● Stored items from a collection:
□ □ □ □ □
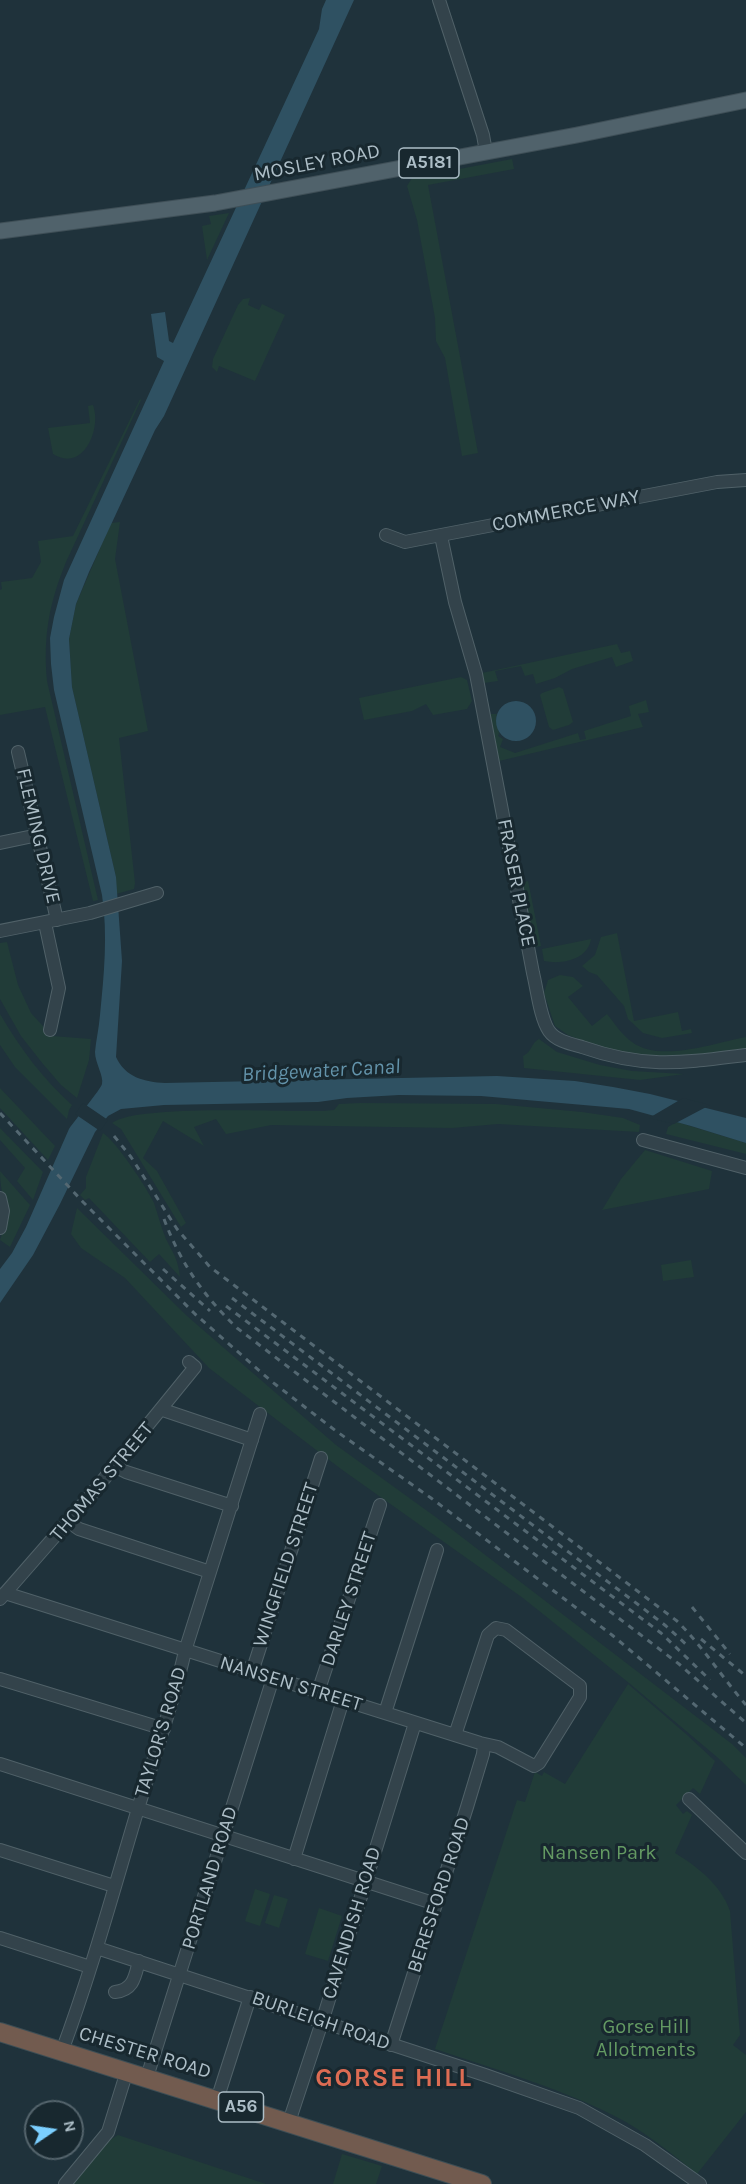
<!DOCTYPE html>
<style>
body{margin:0}
#map{position:relative;width:746px;height:2184px;overflow:hidden;background:#1f323b;font-family:Karla,sans-serif}
canvas{display:block}
.north{position:absolute;left:24px;top:2100px;width:60px;height:60px;box-sizing:border-box;background:#18282f;border:2px solid #54646c;border-radius:50%;rotate:77deg;font-size:16px;font-weight:700;line-height:24px;text-align:center;color:#adbec7}
.north::after{content:'';display:block;margin:auto;width:21px;height:27px;background:#7bcfff;clip-path:polygon(50% 0,100% 100%,50% 72%,0 100%)}
</style>
<div id="map">
<canvas width="746" height="2184"></canvas>
<div class="north">N</div>
</div>
<script>
const ctx = document.querySelector('canvas').getContext('2d');
ctx.lineJoin = 'round';
function fillPath(path, color) { ctx.fillStyle = color; ctx.fill(path, 'evenodd'); }
function trace(path, color, width, dash) { ctx.strokeStyle = color; ctx.lineWidth = width; ctx.lineCap = dash ? 'butt' : 'round'; ctx.setLineDash(dash || []); ctx.stroke(path); }
function write(font, color, halo, rows, align = 'center') {
  ctx.font = font + ' Karla,sans-serif'; ctx.lineWidth = 6; ctx.setLineDash([]); ctx.textBaseline = 'middle'; ctx.strokeStyle = halo; ctx.fillStyle = color; for (const [text, x, y, turn = 0] of rows) {
    ctx.save(); ctx.translate(x, y); ctx.rotate((+turn || 0) * Math.PI / 180); ctx.textAlign = isNaN(turn) ? turn : align; if (halo) ctx.strokeText(text, 0, 0); ctx.fillText(text, 0, 0); ctx.restore();
  }
}
fillPath(new Path2D(`
 M512,159l2,10 -86,16 50,268 -16,3 -17,-98 -9,-17 -1,-23 -18,-98 -10,-34 5,-8z
 M229,213l-22,47 -5,-34 9,-2 -2,-8z
 M250,298l-2,7 11,5 3,-6 23,11 -30,66 -36,-15 -2,6 -5,-5 1,-8 25,-54 5,-6z
 M140,399l1,1 -75,162c-17,42 -23,74 -19,119l51,219 -5,1 -48,-194 -45,8v-125l2,-1 -1,-7 31,-4 9,-16 -3,-21 35,-5z
 M93,405c9,24 -10,68 -40,49l-5,-26 42,-5 -2,-17z
 M120,522l-5,37 33,172 -29,7 16,145 -1,6 -18,5v-17l-44,-190 -3,-48 7,-35 35,-81z
 M617,644l4,9 9,-2 3,10 -17,6 -4,-10 -40,12 -17,9 -19,6 -3,-10 -8,2 -4,-10 -26,5 3,10 -14,2 -2,-10z
 M461,677l6,3 5,21 -5,8 -34,6 -7,-11 -14,7 -48,9 -5,-22z
 M559,687l4,2 10,33 -4,3 -16,5 -4,-3 -9,-32 2,-2z
 M646,700l3,12 -11,2 5,13 -144,34 -9,-47h7l-1,4 3,15 -1,3 5,3 -3,8 15,6 63,-20 2,7 6,-1 -2,-8 47,-15 -2,-10z
 M528,881l13,65 -6,1 -13,-64z
 M617,933l17,88 44,-9 4,19 9,-2 1,4 -30,5 -19,-5 -15,-14 -4,-13 -27,-31 -8,-3 -7,-6 13,-11 6,-18z
 M591,939c-3,20 -28,26 -47,22l-2,-12z
 M7,942l11,43 13,28 21,23 39,3 -2,21 -12,38 -16,-13 -18,-21 -22,-28 -21,-37v-56z
 M560,975l13,2 10,9 -15,11 24,29 15,-12c8,10 15,21 25,28 27,21 83,1 114,-5v14l-67,7 -68,-6 -43,-17 -13,-9 -11,-33 4,-13z
 M0,1014c20,34 42,64 72,91l-3,5 -2,9 -52,-52 -15,-22z
 M539,1039l18,13 43,13 32,6 52,3 -44,6 -116,-12 -1,-12c9,-4 8,-13 16,-17z
 M0,1088l55,58 -7,14 -48,-52z
 M360,1103l136,1 86,8 41,6 17,7 -1,7 -141,-8 -46,4 -181,-3 -45,9 -10,-15 -22,8 10,19 -41,-25 -20,37 14,13 29,52 -5,4 -60,-98 -9,-6c24,-19 173,-11 211,-12l11,-1 5,-6z
 M677,1122l69,21v11l-80,-20 2,-7z
 M0,1128l43,44 -10,28 -16,-19 8,-13 -25,-28z
 M103,1133c13,8 44,55 51,70 4,12 7,24 12,36 8,16 12,20 14,38l-21,-23 -9,8 -61,-64 -4,2 -5,-5 6,-7v-11z
 M645,1150l67,21 -3,18 -107,21 19,-31z
 M0,1171l30,34 -20,42 -10,-7c11,-29 0,-41 0,-69z
 M77,1208l110,108 149,129 101,73 295,226 14,14v27l-29,-28 -88,-74 -106,-85 -182,-129 -132,-101 -84,-90 -44,-30 -10,-14z
 M691,1260l3,17 -31,4 -2,-16z
 M628,1684l58,50 29,27 -15,33 -7,-6 -17,17 7,9 4,-3 5,4 -17,38c23,14 46,32 55,58l10,124 -7,10 13,10v57l-49,62c-23,-19 -46,-37 -71,-52 -60,-33 -127,-51 -191,-73l82,-249 8,2 10,-30 7,4 2,-4 21,12z
 M255,1889l15,5 -10,32 -15,-5z
 M274,1895l14,4 -9,29 -14,-5z
 M319,1908l23,8 -14,45 -23,-7z
 M118,2135l148,49h-194l36,-43z
 M342,2154l40,12 -6,18h-43z`), '#213c38');
fillPath(new Path2D(`
 M326,0h28l-190,416 -9,14 -66,142 -13,32 -7,35 3,48 44,190 6,84 -6,96c9,20 28,25 49,26l332,-7 78,5 38,6 37,7 96,24v25l-55,-17 -62,-17 -148,-13 -82,-1 -52,3 -29,4 -154,3 -43,4 -13,7 -13,16 -35,72 -27,51 -33,48v-34l12,-16 14,-26 43,-98c6,-9 32,-40 33,-45 2,-8 -7,-21 -7,-32 1,-12 4,-24 5,-37 4,-40 8,-80 2,-120l-48,-205 -3,-26 -1,-26 4,-21 10,-37 100,-219 -7,-4 -6,-43 14,-2 4,29 4,2 146,-314 3,-20z
 M496 721a20 20 0 1 1 40 0a20 20 0 1 1-40 0Z`), '#2f5162');
fillPath(new Path2D(`
 M683,1098l27,7 -36,19 -25,-6z
 M83,1103l25,17 -8,11 -25,-17z`), '#1f323b');
const minor = new Path2D(`
 M439,0l44,135 3,17
 M386,535l19,7 10,-2 302,-58 29,-2
 M441,536l14,66 21,72 57,299c4,16 7,45 16,58 7,10 22,13 33,16 63,22 99,16 164,8
 M18,752l39,168
 M0,843l38,-8
 M45,923l14,65 -9,42
 M0,931l90,-18 67,-20
 M643,1140l103,28
 M0,1198l3,13 -3,17
 M163,1410l89,30
 M114,1466l12,6 106,34
 M69,1522l10,7 131,43
 M5,1593l475,150 18,4 36,19 5,-3 41,-66v-11l-74,-56 -10,-2 -8,7 -33,100
 M0,1599l90,-103 105,-129 -6,-5
 M252,1672l69,-214
 M0,1679l164,50
 M318,1692l62,-187
 M385,1713l52,-163
 M0,1764l436,140
 M689,1799l57,54
 M0,1850l114,36
 M294,1859l49,-159
 M0,1938l90,29
 M97,1948l388,127 94,33 66,37 55,39
 M115,1992c19,-2 20,-16 24,-31
 M391,2045l76,-238 16,-53 1,-10
 M62,2051c29,-78 51,-159 75,-239 16,-54 36,-106 48,-161l75,-237
 M147,2077l126,-399
 M217,2100l33,-103
 M289,2122l33,-100 93,-299
 M65,2184l43,-52 19,-61`);
const major = new Path2D(`
 M0,231l215,-28 362,-68 169,-35`);
const highway = new Path2D(`
 M0,2032l482,152`);
trace(minor, '#506168', 14);
trace(major, '#3f4f57', 17);
trace(highway, '#3d4e55', 20);
trace(minor, '#33434b', 12);
trace(major, '#50626b', 15);
trace(highway, '#725b4f', 18);
trace(new Path2D(`
 M0,1113l83,89 112,112 76,67 65,50 95,67 181,137 134,113
 M114,1136l17,21 46,72 33,38 467,354c26,26 45,56 69,84
 M164,1219c17,45 39,76 73,109l442,336 67,59
 M163,1269l47,42
 M232,1298l408,308 26,20 23,21
 M226,1306l399,300 36,27 49,47
 M692,1607l38,47
 M701,1639l45,37`), '#546872', 3, [6, 6]);
for (const [x, y, w] of [
 [429,163,60],
 [241,2107,45]
]) { const box = new Path2D(); box.roundRect(x - w / 2, y - 15, w, 30, 4.5); ctx.fillStyle = '#18282f'; ctx.fill(box); trace(box, '#adbec7', 1.5); }
write('bold 18px', '#adbec7', null, [
 ["A5181",429,163],
 ["A56",241,2107]
]);
write('20px', '#adbec7', '#18282f', [
 ["MOSLEY ROAD",317,163,-11],
 ["COMMERCE WAY",566,511,-11],
 ["FLEMING DRIVE",38,836,77],
 ["FRASER PLACE",516,883,79],
 ["THOMAS STREET",102,1482,-50],
 ["WINGFIELD STREET",286,1565,-72],
 ["DARLEY STREET",349,1599,-72],
 ["NANSEN STREET",291,1684,17],
 ["TAYLOR'S ROAD",161,1732,-73],
 ["PORTLAND ROAD",210,1878,-73],
 ["BERESFORD ROAD",439,1895,-72],
 ["CAVENDISH ROAD",352,1923,-73],
 ["BURLEIGH ROAD",321,2021,19],
 ["CHESTER ROAD",145,2053,17]
]);
write('20px', '#649a63', '#18282f', [
 ["Nansen Park",599,1853],
 ["Gorse Hill",646,2027],
 ["Allotments",646,2050]
]);
write('italic 21px', '#6393aa', '#18282f', [
 ["Bridgewater Canal",321,1071,-3]
]);
ctx.letterSpacing = '1.5px';
write('bold 26px', '#dd6c53', '#18282f', [
 ["GORSE HILL",394,2079]
]);
ctx.letterSpacing = '0px';
</script>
□ □ □ □ □
● WHAT THIS TASK INVOLVES:
Write out exactly the lines from the line holding "const major = new" through the last line of the data, and nothing besides those lines.

● FINAL ANSWER:
const major = new Path2D(`
 M0,231l215,-28 362,-68 169,-35`);
const highway = new Path2D(`
 M0,2032l482,152`);
trace(minor, '#506168', 14);
trace(major, '#3f4f57', 17);
trace(highway, '#3d4e55', 20);
trace(minor, '#33434b', 12);
trace(major, '#50626b', 15);
trace(highway, '#725b4f', 18);
trace(new Path2D(`
 M0,1113l83,89 112,112 76,67 65,50 95,67 181,137 134,113
 M114,1136l17,21 46,72 33,38 467,354c26,26 45,56 69,84
 M164,1219c17,45 39,76 73,109l442,336 67,59
 M163,1269l47,42
 M232,1298l408,308 26,20 23,21
 M226,1306l399,300 36,27 49,47
 M692,1607l38,47
 M701,1639l45,37`), '#546872', 3, [6, 6]);
for (const [x, y, w] of [
 [429,163,60],
 [241,2107,45]
]) { const box = new Path2D(); box.roundRect(x - w / 2, y - 15, w, 30, 4.5); ctx.fillStyle = '#18282f'; ctx.fill(box); trace(box, '#adbec7', 1.5); }
write('bold 18px', '#adbec7', null, [
 ["A5181",429,163],
 ["A56",241,2107]
]);
write('20px', '#adbec7', '#18282f', [
 ["MOSLEY ROAD",317,163,-11],
 ["COMMERCE WAY",566,511,-11],
 ["FLEMING DRIVE",38,836,77],
 ["FRASER PLACE",516,883,79],
 ["THOMAS STREET",102,1482,-50],
 ["WINGFIELD STREET",286,1565,-72],
 ["DARLEY STREET",349,1599,-72],
 ["NANSEN STREET",291,1684,17],
 ["TAYLOR'S ROAD",161,1732,-73],
 ["PORTLAND ROAD",210,1878,-73],
 ["BERESFORD ROAD",439,1895,-72],
 ["CAVENDISH ROAD",352,1923,-73],
 ["BURLEIGH ROAD",321,2021,19],
 ["CHESTER ROAD",145,2053,17]
]);
write('20px', '#649a63', '#18282f', [
 ["Nansen Park",599,1853],
 ["Gorse Hill",646,2027],
 ["Allotments",646,2050]
]);
write('italic 21px', '#6393aa', '#18282f', [
 ["Bridgewater Canal",321,1071,-3]
]);
ctx.letterSpacing = '1.5px';
write('bold 26px', '#dd6c53', '#18282f', [
 ["GORSE HILL",394,2079]
]);
ctx.letterSpacing = '0px';
</script>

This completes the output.